In a case report, I-cell disease was complicated by severe dilative cardiomyopathy (DCM).

Though rare, a deficiency of phosphodiesterase which would cleave GlcNAc from the mannose-6-phosphate tag will also cause I-cell disease. The presence of lipids, glycosaminoglycans (GAG's) and carbohydrates in the blood provide for the distinguishing characteristic to separate I-cell from Hurler Syndrome.

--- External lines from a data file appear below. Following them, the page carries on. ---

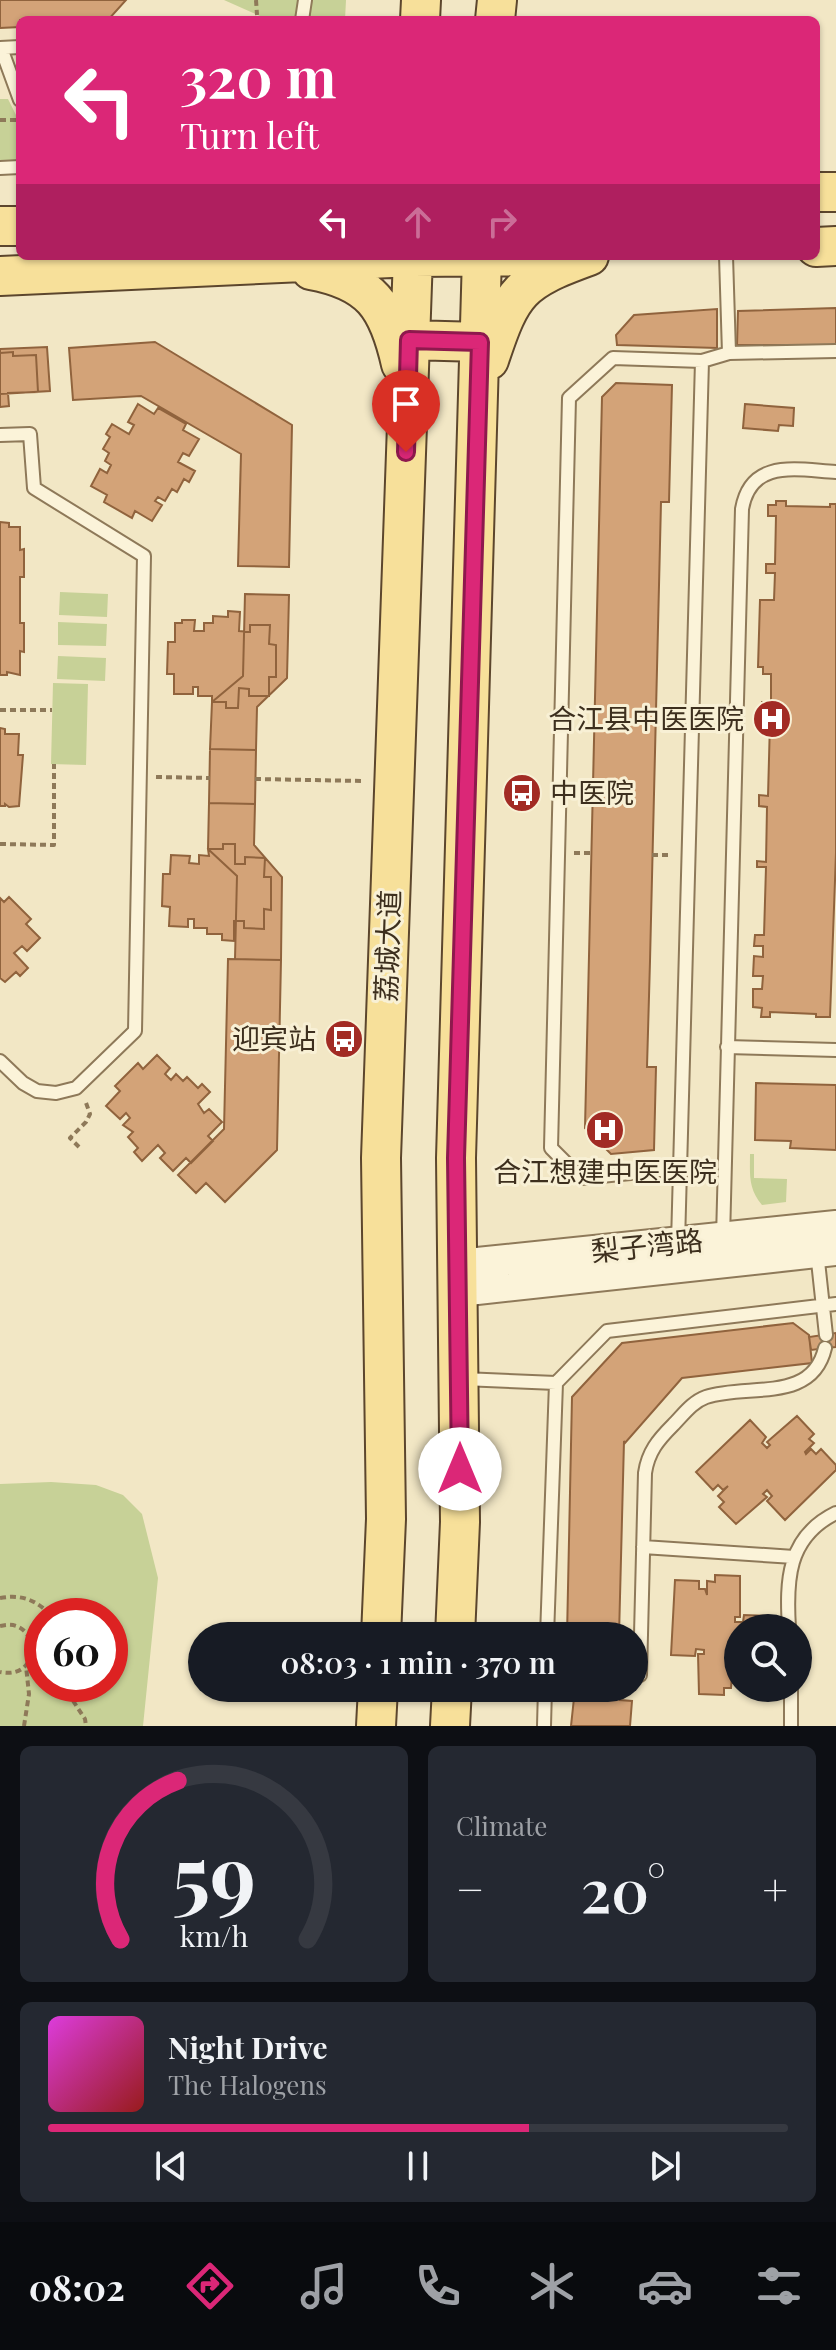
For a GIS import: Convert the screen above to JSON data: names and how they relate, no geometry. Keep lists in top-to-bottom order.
{
  "streets": {
    "main road": ["荔城大道"],
    "street": ["梨子湾路"]
  },
  "places": {
    "hospital": ["合江县中医医院", "合江想建中医医院"],
    "bus stop": ["中医院", "迎宾站"]
  },
  "page": {
    "turn": ["320 m", "Turn left"],
    "limit": "60",
    "trip": "08:03 · 1 min · 370 m",
    "tile": "Climate",
    "heat": ["−", "20°", "+"],
    "song": ["Night Drive", "The Halogens"],
    "tabs": "08:02",
    "gauge": ["59", "km/h"]
  }
}
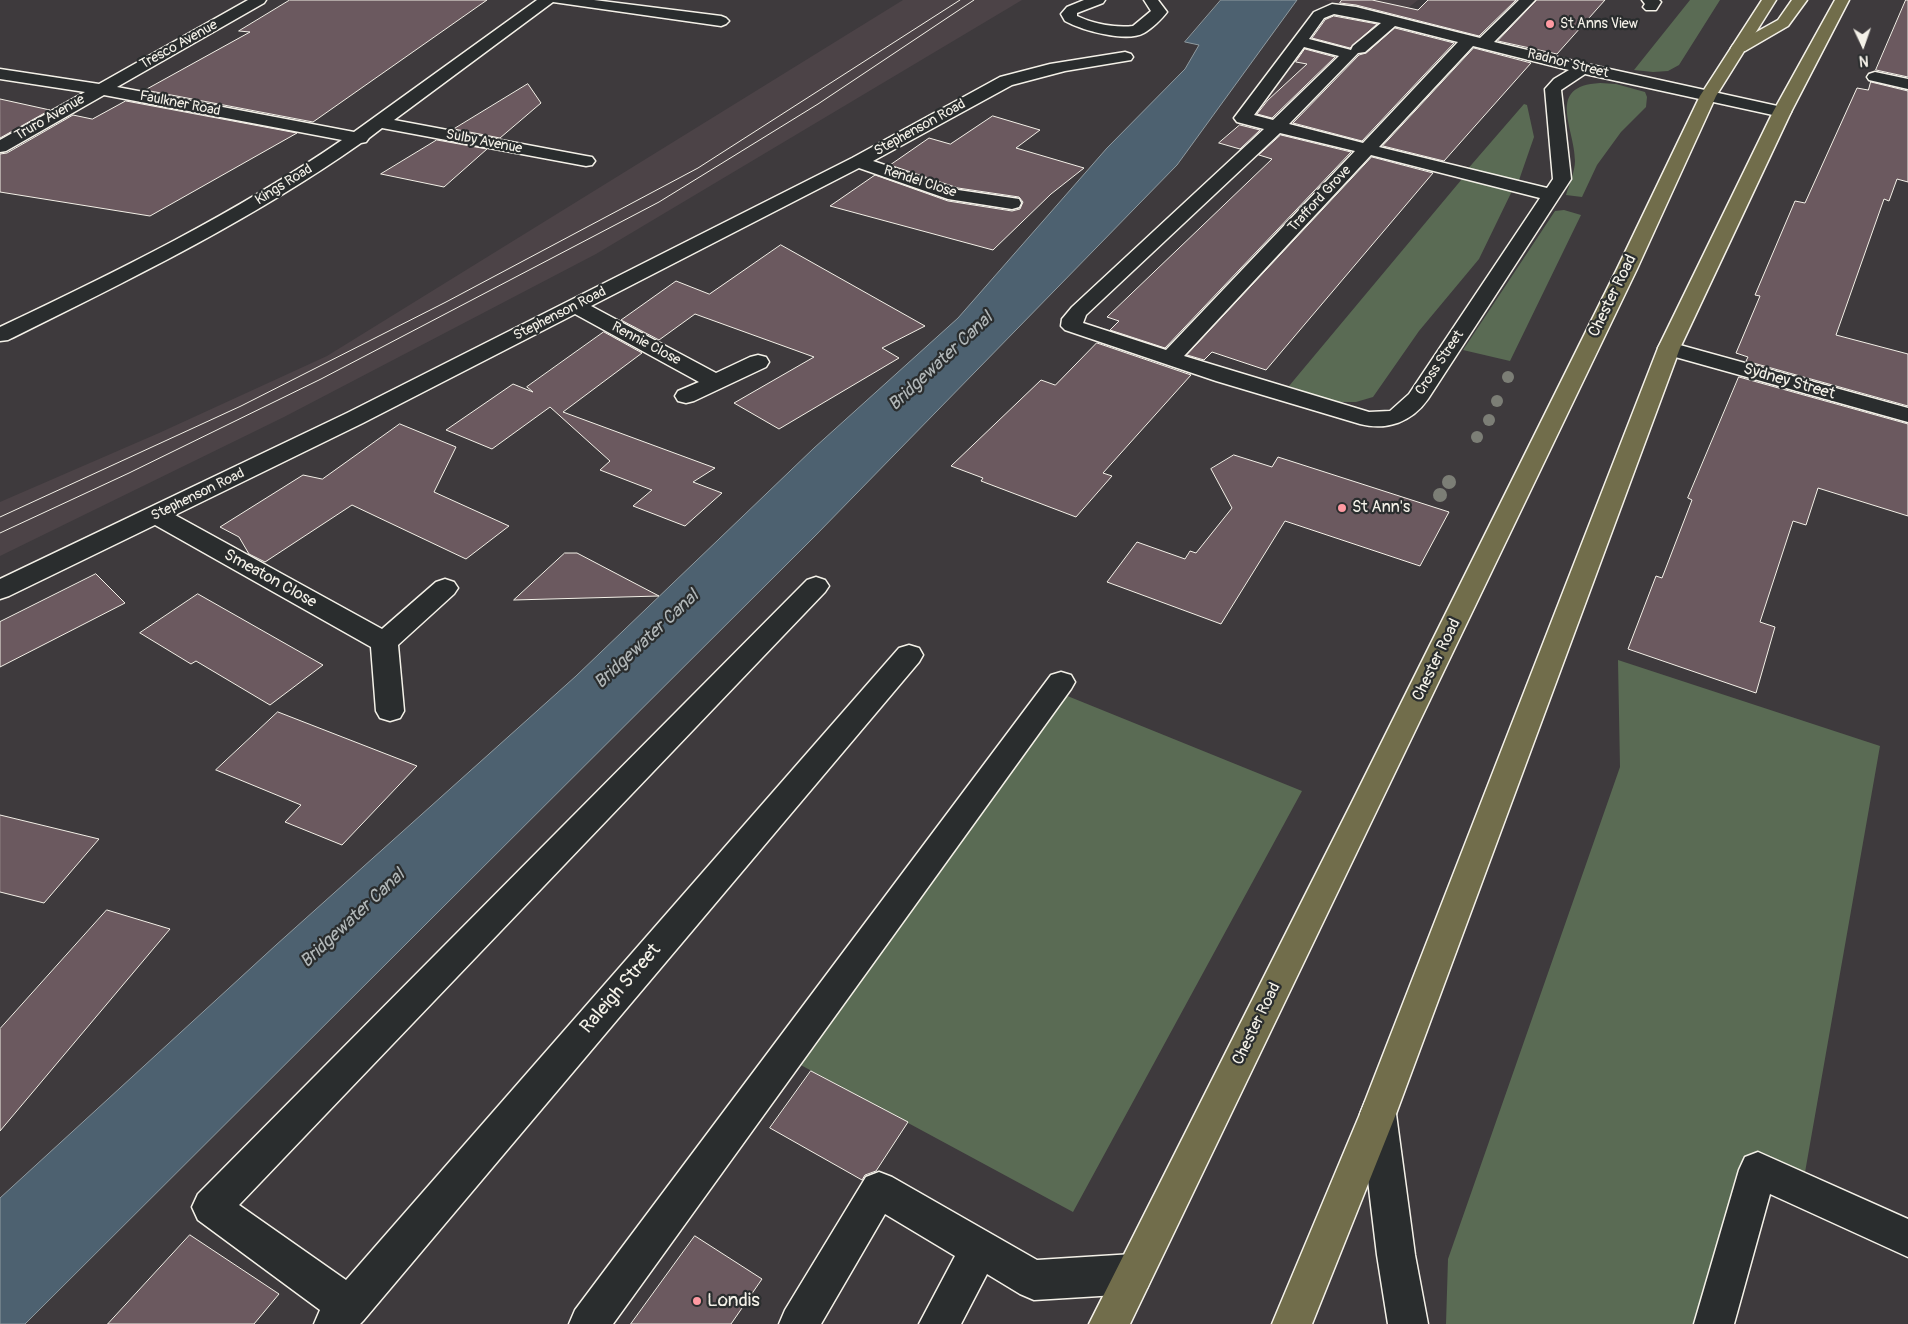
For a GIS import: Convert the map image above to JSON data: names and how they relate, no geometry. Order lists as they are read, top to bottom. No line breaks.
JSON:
{"streets":{"main road":["Chester Road"],"street":["Tresco Avenue","Radnor Street","Faulkner Road","Truro Avenue","Stephenson Road","Sulby Avenue","Rendel Close","Kings Road","Trafford Grove","Rennie Close","Cross Street","Sydney Street","Smeaton Close","Raleigh Street"]},"crossings":[["Tresco Avenue","Faulkner Road"],["Tresco Avenue","Truro Avenue"],["Radnor Street","Trafford Grove"],["Radnor Street","Chester Road"],["Radnor Street","Cross Street"],["Faulkner Road","Truro Avenue"],["Faulkner Road","Kings Road"],["Stephenson Road","Rendel Close"],["Stephenson Road","Rennie Close"],["Stephenson Road","Smeaton Close"],["Sulby Avenue","Kings Road"],["Trafford Grove","Cross Street"]],"water":["Bridgewater Canal"],"places":["St Anns View","St Ann's","Londis"],"north":"bottom"}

In Hurler's, only glycosaminoglycans would be present.

==Diagnosis==

Diagnostic measures can include the following:

Before birth:
- Abnormally low concentrations of UDP-N-acetylglucosamine-1-phosphotransferase enzyme activity in amniotic fluid cells or chorionic villi
In infants:
- Elevated plasma lysosomal enzyme concentrations
- Decreased concentration of lysosomal enzymes in cultured fibroblasts and increased in the surrounding medium
- Presence of inclusion bodies in peripheral blood lymphocytes
- Low concentrations of UDP-N-acetylglucosamine-1-phosphotransferase enzyme activity as measured in white blood cells

==Treatment==
There is no cure for I-cell disease/Mucolipidosis II disease; treatment is limited to controlling or reducing symptoms. Nutritional supplements, particularly iron and vitamin B_{12}, are often recommended. Physical therapy to improve motor delays and speech therapy to improve language acquisition are treatment options. Surgery can remove the thin layer of corneal clouding to temporarily improve the complication. It is possible that bone marrow transplant may be helpful in delaying or correcting the neurological deterioration that occurs with I-Cell disease. The Yash Gandhi Foundation is a US non-profit organization which funds research for I-Cell disease.